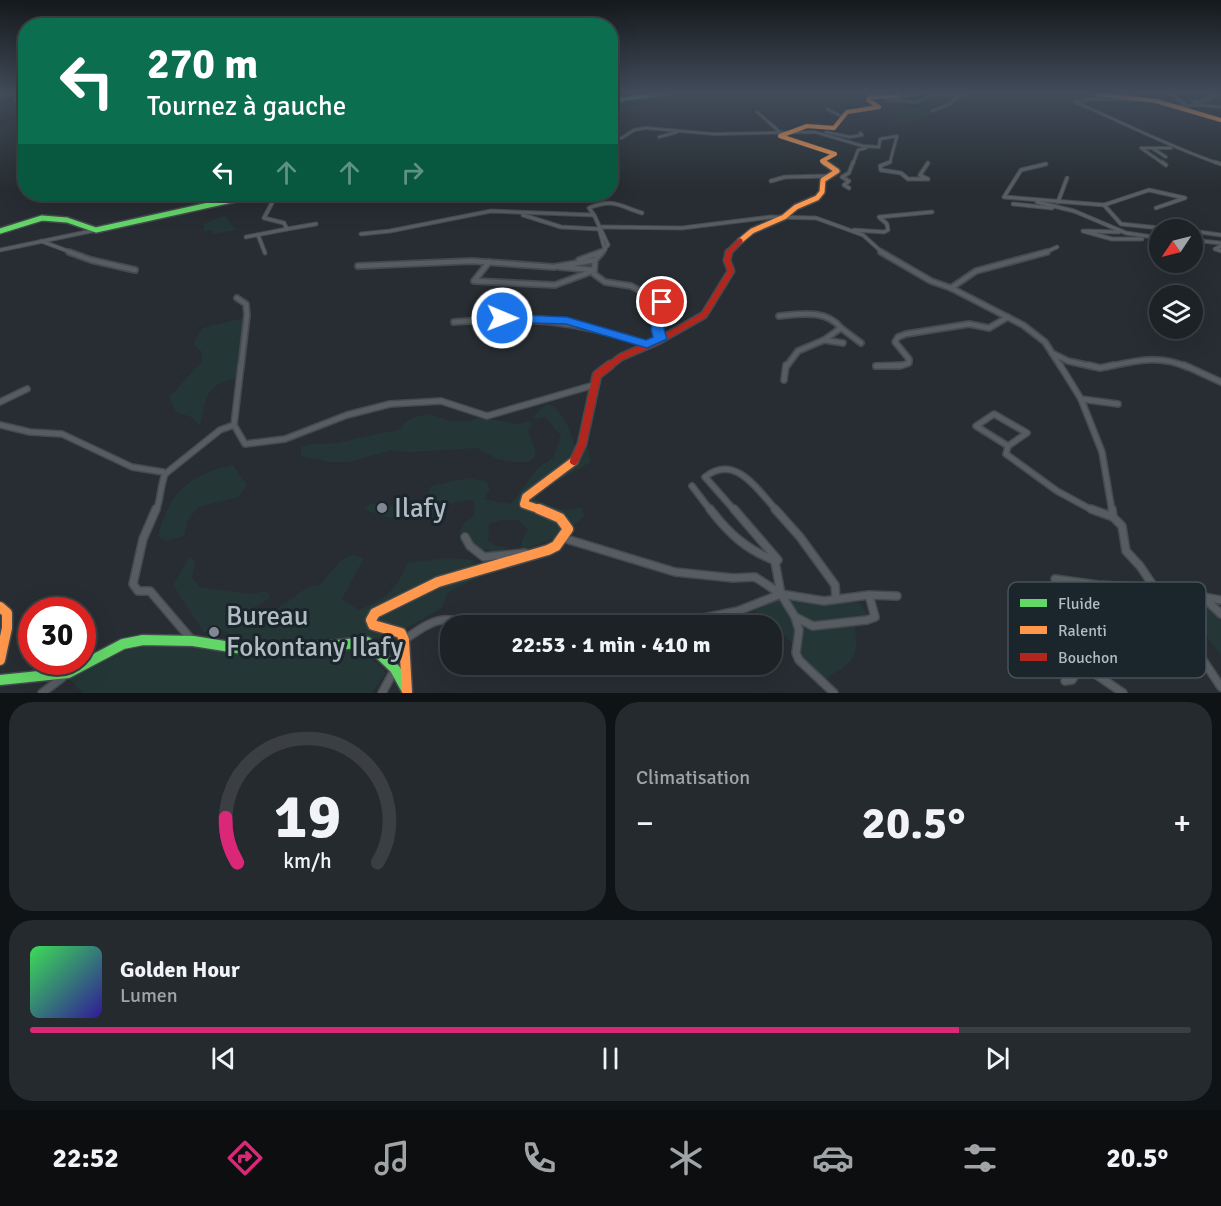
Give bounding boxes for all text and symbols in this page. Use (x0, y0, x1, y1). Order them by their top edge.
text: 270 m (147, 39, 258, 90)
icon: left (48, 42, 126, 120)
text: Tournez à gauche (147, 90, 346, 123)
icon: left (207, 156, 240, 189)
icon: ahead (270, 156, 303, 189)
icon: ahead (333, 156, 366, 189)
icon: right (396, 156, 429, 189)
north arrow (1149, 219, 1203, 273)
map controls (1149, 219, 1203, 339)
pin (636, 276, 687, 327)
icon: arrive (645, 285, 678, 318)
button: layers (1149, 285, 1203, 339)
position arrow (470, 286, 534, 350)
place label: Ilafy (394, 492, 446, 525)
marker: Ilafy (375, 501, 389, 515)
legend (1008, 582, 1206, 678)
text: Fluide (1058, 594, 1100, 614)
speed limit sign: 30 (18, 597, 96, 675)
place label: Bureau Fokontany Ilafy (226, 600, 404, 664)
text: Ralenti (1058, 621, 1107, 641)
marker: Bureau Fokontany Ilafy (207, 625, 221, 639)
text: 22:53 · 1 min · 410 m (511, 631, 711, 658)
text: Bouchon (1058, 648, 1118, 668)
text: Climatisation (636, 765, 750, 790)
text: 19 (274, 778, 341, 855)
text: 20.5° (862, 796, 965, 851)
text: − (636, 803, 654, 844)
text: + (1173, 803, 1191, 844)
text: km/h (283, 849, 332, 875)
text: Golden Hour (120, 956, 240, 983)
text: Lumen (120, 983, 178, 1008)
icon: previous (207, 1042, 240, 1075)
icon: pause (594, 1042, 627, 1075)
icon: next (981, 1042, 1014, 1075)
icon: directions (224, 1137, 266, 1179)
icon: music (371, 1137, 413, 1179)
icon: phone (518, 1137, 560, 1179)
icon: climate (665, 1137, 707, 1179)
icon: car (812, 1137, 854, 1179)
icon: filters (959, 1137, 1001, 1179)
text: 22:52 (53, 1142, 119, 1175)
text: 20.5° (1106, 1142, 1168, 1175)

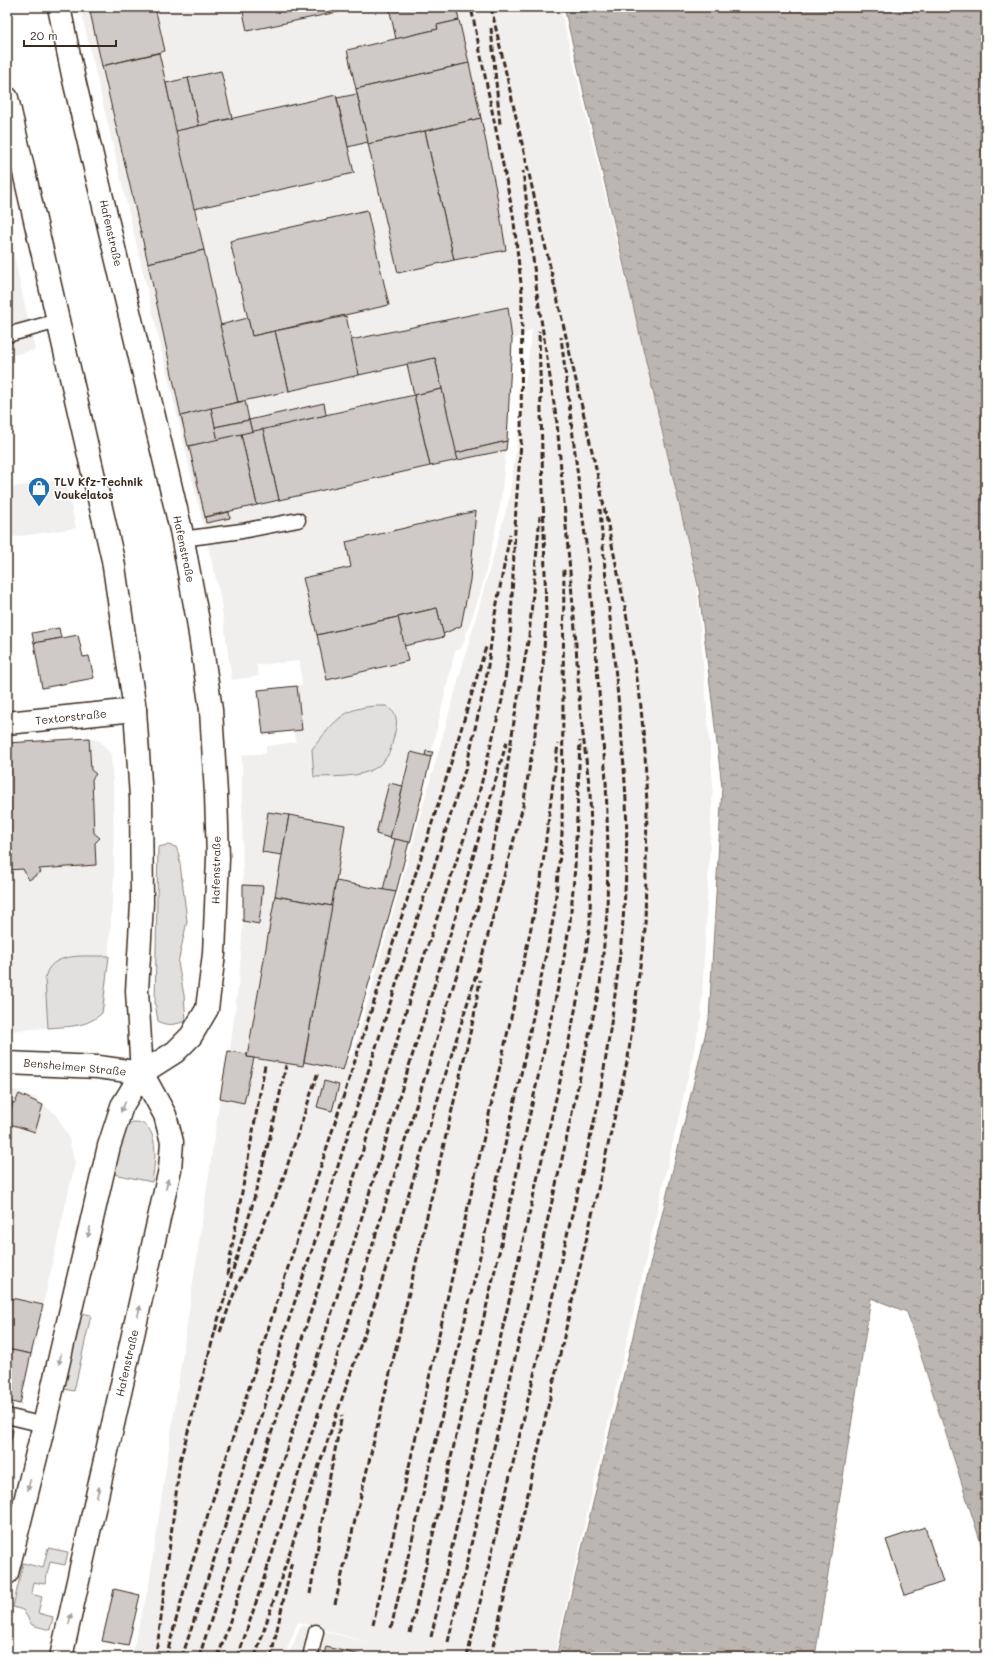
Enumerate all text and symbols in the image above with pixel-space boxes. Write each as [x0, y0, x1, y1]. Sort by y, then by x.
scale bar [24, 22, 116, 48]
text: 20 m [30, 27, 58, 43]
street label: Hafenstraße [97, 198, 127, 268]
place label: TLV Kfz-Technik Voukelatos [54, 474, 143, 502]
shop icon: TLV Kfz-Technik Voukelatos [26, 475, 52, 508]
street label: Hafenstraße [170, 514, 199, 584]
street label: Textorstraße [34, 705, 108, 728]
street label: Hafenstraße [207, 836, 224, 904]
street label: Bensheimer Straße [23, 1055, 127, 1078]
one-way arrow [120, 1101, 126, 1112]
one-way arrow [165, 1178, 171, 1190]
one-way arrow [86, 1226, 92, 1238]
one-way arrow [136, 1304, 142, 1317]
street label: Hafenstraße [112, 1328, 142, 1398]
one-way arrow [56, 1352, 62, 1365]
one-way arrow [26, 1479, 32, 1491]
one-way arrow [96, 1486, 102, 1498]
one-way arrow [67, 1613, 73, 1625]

***

— PROBLEM DESCRIPTION —
Copy all of the records verbatim, omitting the pictures.

— RESPONSE —
Give bounding boxes for all text and symbols in this page. Use (x0, y0, x1, y1). Order them by their top edge.
text: 270 m (147, 39, 258, 90)
icon: left (48, 42, 126, 120)
text: Tournez à gauche (147, 90, 346, 123)
icon: left (207, 156, 240, 189)
icon: ahead (270, 156, 303, 189)
icon: ahead (333, 156, 366, 189)
icon: right (396, 156, 429, 189)
north arrow (1149, 219, 1203, 273)
map controls (1149, 219, 1203, 339)
pin (636, 276, 687, 327)
icon: arrive (645, 285, 678, 318)
button: layers (1149, 285, 1203, 339)
position arrow (470, 286, 534, 350)
place label: Ilafy (394, 492, 446, 525)
marker: Ilafy (375, 501, 389, 515)
legend (1008, 582, 1206, 678)
text: Fluide (1058, 594, 1100, 614)
speed limit sign: 30 (18, 597, 96, 675)
place label: Bureau Fokontany Ilafy (226, 600, 404, 664)
text: Ralenti (1058, 621, 1107, 641)
marker: Bureau Fokontany Ilafy (207, 625, 221, 639)
text: 22:53 · 1 min · 410 m (511, 631, 711, 658)
text: Bouchon (1058, 648, 1118, 668)
text: Climatisation (636, 765, 750, 790)
text: 19 (274, 778, 341, 855)
text: 20.5° (862, 796, 965, 851)
text: − (636, 803, 654, 844)
text: + (1173, 803, 1191, 844)
text: km/h (283, 849, 332, 875)
text: Golden Hour (120, 956, 240, 983)
text: Lumen (120, 983, 178, 1008)
icon: previous (207, 1042, 240, 1075)
icon: pause (594, 1042, 627, 1075)
icon: next (981, 1042, 1014, 1075)
icon: directions (224, 1137, 266, 1179)
icon: music (371, 1137, 413, 1179)
icon: phone (518, 1137, 560, 1179)
icon: climate (665, 1137, 707, 1179)
icon: car (812, 1137, 854, 1179)
icon: filters (959, 1137, 1001, 1179)
text: 22:52 (53, 1142, 119, 1175)
text: 20.5° (1106, 1142, 1168, 1175)

Enumerate all text and symbols in the image above with pixel-space boxes. Write each as [x0, y0, x1, y1]. Sort by y, then by x.
scale bar [24, 22, 116, 48]
text: 20 m [30, 27, 58, 43]
street label: Hafenstraße [97, 198, 127, 268]
place label: TLV Kfz-Technik Voukelatos [54, 474, 143, 502]
shop icon: TLV Kfz-Technik Voukelatos [26, 475, 52, 508]
street label: Hafenstraße [170, 514, 199, 584]
street label: Textorstraße [34, 705, 108, 728]
street label: Hafenstraße [207, 836, 224, 904]
street label: Bensheimer Straße [23, 1055, 127, 1078]
one-way arrow [120, 1101, 126, 1112]
one-way arrow [165, 1178, 171, 1190]
one-way arrow [86, 1226, 92, 1238]
one-way arrow [136, 1304, 142, 1317]
street label: Hafenstraße [112, 1328, 142, 1398]
one-way arrow [56, 1352, 62, 1365]
one-way arrow [26, 1479, 32, 1491]
one-way arrow [96, 1486, 102, 1498]
one-way arrow [67, 1613, 73, 1625]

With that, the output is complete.